Data items
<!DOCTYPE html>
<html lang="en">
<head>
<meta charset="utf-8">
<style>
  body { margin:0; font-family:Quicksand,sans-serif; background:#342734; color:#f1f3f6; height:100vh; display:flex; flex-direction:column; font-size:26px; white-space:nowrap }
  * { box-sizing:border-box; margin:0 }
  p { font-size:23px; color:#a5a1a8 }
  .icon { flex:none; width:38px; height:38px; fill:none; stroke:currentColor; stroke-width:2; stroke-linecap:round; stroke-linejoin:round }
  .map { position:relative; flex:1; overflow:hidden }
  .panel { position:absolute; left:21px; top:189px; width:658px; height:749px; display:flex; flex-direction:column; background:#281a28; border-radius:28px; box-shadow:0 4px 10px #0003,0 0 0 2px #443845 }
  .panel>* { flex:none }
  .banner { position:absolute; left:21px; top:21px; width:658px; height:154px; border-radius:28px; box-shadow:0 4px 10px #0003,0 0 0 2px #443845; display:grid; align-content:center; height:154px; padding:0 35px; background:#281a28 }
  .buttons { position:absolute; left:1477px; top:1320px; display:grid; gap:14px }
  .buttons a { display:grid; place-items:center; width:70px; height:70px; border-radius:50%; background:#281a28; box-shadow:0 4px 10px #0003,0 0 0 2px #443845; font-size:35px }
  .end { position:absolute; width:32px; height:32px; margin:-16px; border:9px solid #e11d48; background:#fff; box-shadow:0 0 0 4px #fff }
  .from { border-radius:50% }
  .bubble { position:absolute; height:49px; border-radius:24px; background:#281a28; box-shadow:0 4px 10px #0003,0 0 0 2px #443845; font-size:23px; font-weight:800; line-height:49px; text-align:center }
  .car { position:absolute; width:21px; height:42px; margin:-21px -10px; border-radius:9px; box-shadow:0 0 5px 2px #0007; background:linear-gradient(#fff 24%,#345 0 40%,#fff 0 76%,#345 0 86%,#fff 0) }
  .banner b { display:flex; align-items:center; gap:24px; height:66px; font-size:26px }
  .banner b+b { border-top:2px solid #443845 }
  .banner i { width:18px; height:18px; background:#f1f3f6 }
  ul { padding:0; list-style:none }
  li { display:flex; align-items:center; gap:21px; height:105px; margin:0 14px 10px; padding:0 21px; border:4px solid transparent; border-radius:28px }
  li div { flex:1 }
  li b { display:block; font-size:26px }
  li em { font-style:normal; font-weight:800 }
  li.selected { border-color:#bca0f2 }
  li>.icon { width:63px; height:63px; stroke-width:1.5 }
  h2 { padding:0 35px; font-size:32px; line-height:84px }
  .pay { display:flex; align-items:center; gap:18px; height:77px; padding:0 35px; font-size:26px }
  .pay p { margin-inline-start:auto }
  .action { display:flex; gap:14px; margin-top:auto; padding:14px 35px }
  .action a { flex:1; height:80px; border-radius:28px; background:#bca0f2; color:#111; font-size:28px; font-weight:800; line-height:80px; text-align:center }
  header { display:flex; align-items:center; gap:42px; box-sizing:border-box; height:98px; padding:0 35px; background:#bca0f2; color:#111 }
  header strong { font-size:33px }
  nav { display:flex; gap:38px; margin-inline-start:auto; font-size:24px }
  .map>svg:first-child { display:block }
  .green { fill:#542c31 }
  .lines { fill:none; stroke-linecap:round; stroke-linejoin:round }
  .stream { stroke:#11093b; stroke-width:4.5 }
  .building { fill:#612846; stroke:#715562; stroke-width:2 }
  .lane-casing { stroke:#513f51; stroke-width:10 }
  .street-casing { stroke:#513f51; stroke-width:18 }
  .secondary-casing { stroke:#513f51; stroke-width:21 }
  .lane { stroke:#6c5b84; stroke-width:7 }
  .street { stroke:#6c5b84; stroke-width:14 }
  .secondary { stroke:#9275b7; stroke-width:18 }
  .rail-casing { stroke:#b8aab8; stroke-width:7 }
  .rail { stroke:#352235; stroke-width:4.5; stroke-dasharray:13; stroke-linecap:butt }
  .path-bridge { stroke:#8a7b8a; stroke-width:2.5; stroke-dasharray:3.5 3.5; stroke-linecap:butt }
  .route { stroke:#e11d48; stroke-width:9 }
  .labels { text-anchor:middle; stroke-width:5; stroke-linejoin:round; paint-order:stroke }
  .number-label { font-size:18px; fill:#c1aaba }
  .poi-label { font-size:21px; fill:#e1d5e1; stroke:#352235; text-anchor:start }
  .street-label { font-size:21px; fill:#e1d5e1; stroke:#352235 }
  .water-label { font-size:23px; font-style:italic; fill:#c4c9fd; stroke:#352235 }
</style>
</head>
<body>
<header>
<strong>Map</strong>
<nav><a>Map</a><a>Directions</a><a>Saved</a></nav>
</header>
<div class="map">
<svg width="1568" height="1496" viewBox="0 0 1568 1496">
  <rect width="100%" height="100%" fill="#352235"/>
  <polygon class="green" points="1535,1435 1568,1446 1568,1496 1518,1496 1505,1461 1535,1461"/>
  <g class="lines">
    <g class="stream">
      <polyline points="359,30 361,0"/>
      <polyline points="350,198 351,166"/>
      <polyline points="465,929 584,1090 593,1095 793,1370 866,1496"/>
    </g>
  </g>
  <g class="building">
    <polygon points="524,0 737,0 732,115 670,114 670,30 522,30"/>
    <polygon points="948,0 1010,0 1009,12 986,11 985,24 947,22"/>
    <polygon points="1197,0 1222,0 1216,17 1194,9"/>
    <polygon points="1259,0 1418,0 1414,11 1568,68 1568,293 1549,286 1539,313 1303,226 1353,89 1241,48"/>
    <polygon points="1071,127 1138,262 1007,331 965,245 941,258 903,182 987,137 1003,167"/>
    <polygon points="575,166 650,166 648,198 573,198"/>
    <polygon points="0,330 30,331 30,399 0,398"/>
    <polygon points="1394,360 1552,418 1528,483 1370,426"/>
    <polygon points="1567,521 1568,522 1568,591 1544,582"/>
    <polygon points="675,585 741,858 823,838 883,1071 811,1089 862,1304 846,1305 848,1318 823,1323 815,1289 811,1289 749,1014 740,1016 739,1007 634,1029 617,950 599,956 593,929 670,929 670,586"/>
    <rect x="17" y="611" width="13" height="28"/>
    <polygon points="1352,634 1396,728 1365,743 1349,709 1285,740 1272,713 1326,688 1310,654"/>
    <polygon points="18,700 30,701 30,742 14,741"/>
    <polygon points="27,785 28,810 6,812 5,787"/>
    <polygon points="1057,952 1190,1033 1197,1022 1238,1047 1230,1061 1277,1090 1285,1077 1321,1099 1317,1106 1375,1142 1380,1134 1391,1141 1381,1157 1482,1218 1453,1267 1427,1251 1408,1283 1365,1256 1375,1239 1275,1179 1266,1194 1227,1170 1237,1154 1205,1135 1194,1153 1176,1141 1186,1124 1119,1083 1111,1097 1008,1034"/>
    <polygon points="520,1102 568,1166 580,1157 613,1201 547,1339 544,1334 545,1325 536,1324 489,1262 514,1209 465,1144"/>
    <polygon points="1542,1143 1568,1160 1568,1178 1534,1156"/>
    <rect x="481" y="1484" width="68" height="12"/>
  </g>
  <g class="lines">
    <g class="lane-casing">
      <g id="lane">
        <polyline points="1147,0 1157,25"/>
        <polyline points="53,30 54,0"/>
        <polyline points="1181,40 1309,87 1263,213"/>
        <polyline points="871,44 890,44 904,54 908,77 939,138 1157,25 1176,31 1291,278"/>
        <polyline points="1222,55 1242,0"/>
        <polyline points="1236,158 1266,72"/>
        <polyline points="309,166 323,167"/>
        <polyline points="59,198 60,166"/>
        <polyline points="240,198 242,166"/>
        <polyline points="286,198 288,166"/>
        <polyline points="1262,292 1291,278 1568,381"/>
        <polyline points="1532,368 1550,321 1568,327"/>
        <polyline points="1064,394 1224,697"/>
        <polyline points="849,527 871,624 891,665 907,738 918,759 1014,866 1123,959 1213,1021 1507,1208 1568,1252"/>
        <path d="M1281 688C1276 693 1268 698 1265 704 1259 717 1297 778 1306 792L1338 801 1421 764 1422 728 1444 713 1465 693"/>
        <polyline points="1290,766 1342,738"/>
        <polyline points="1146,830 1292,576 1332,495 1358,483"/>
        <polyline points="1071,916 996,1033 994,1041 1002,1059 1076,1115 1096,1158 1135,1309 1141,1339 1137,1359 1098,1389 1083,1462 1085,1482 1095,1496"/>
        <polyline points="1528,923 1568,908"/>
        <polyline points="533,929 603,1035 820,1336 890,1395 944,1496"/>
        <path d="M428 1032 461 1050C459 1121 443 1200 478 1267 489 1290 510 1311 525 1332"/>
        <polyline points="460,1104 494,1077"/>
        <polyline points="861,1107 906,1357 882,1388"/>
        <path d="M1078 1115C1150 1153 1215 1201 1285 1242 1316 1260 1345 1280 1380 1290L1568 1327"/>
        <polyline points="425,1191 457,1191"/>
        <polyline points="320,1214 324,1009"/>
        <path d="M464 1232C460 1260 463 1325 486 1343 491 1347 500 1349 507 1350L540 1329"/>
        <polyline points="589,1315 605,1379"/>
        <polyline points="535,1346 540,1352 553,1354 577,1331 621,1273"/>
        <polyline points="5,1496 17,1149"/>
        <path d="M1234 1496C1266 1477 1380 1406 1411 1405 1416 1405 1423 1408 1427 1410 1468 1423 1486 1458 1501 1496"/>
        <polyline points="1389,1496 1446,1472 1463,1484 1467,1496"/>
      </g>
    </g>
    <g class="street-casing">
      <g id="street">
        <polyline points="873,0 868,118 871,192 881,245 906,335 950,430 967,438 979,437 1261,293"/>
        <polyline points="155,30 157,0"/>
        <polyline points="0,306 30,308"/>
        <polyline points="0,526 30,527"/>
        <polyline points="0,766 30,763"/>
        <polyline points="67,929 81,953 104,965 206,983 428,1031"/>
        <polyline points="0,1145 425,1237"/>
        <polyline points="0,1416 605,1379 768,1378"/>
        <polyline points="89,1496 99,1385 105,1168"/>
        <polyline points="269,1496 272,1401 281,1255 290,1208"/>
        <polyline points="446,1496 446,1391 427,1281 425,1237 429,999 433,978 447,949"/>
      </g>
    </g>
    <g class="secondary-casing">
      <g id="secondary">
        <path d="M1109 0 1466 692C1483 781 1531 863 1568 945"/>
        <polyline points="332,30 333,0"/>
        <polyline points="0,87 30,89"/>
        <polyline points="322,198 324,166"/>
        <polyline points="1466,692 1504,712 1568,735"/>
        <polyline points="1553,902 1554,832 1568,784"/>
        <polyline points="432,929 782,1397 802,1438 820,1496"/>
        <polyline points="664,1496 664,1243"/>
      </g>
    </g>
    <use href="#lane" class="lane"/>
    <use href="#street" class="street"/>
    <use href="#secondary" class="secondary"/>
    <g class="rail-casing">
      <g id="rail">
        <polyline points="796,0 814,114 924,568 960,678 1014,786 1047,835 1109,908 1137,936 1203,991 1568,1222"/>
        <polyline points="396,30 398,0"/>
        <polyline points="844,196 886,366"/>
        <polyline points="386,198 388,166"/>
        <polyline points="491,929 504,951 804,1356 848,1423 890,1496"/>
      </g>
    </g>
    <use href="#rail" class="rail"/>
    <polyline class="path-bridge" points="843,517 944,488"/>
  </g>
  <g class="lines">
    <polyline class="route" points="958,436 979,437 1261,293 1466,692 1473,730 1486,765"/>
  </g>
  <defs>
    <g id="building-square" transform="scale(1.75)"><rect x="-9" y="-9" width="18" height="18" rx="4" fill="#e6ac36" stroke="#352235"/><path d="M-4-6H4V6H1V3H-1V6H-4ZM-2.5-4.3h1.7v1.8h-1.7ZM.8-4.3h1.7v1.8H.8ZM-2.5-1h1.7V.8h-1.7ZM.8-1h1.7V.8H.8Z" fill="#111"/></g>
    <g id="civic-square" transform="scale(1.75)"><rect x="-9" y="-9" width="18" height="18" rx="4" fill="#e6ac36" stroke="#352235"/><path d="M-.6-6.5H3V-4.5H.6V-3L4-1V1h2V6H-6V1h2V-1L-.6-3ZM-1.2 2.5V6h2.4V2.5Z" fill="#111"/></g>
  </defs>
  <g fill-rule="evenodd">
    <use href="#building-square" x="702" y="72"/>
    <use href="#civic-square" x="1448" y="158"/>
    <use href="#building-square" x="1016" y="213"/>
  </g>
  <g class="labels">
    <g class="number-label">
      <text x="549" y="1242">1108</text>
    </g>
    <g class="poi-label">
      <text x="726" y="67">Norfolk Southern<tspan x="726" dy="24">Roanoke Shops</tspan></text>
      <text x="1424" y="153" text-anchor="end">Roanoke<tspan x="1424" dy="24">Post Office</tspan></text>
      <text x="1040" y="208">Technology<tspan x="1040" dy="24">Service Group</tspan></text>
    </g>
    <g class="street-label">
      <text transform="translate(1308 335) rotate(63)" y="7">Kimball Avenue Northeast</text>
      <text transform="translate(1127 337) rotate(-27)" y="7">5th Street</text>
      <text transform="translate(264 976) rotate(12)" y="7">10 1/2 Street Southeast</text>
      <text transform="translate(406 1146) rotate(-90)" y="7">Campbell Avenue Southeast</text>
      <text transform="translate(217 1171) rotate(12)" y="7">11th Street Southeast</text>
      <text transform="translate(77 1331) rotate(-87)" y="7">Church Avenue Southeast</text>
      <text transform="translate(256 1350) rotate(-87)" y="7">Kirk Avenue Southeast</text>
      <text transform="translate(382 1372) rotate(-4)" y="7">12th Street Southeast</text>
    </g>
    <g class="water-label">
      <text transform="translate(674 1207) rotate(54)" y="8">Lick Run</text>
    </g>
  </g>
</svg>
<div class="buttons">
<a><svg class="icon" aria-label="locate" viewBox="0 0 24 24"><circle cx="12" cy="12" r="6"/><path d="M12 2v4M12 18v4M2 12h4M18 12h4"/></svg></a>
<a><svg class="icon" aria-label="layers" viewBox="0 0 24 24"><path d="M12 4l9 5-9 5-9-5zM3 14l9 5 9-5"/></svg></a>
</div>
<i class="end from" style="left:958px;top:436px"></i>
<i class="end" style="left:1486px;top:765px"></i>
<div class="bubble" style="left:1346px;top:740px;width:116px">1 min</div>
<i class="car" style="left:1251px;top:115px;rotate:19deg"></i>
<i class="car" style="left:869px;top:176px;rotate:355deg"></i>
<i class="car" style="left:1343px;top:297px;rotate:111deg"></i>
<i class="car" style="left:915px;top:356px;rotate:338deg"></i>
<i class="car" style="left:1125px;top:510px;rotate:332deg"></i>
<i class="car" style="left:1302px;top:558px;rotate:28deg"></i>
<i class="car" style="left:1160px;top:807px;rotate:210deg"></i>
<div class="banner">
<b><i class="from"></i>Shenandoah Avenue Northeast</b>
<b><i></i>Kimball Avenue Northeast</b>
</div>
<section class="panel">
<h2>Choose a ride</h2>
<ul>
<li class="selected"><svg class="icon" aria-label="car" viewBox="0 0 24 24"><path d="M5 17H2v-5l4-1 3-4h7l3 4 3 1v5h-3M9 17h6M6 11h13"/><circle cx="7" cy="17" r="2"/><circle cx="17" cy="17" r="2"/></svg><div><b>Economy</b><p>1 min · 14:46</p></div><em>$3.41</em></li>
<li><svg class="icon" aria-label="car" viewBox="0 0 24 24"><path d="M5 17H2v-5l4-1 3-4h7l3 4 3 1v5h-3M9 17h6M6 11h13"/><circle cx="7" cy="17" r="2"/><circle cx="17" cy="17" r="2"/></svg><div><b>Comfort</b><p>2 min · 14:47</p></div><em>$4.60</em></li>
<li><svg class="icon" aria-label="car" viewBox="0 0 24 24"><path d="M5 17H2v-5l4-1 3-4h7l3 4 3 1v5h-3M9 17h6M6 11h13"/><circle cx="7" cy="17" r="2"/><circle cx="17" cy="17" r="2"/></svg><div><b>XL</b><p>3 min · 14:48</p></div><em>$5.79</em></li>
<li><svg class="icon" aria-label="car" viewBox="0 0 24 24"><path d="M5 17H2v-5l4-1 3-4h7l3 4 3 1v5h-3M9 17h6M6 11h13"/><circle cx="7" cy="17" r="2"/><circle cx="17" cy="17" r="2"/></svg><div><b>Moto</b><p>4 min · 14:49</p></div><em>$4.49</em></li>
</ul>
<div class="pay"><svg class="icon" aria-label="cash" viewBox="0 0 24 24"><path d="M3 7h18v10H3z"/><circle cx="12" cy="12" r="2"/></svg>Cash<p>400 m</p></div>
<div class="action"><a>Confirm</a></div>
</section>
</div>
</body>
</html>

» Instructions to follow
Would you count the lines in the entries that hold "bubble" and reply with only the count?

» Task result
2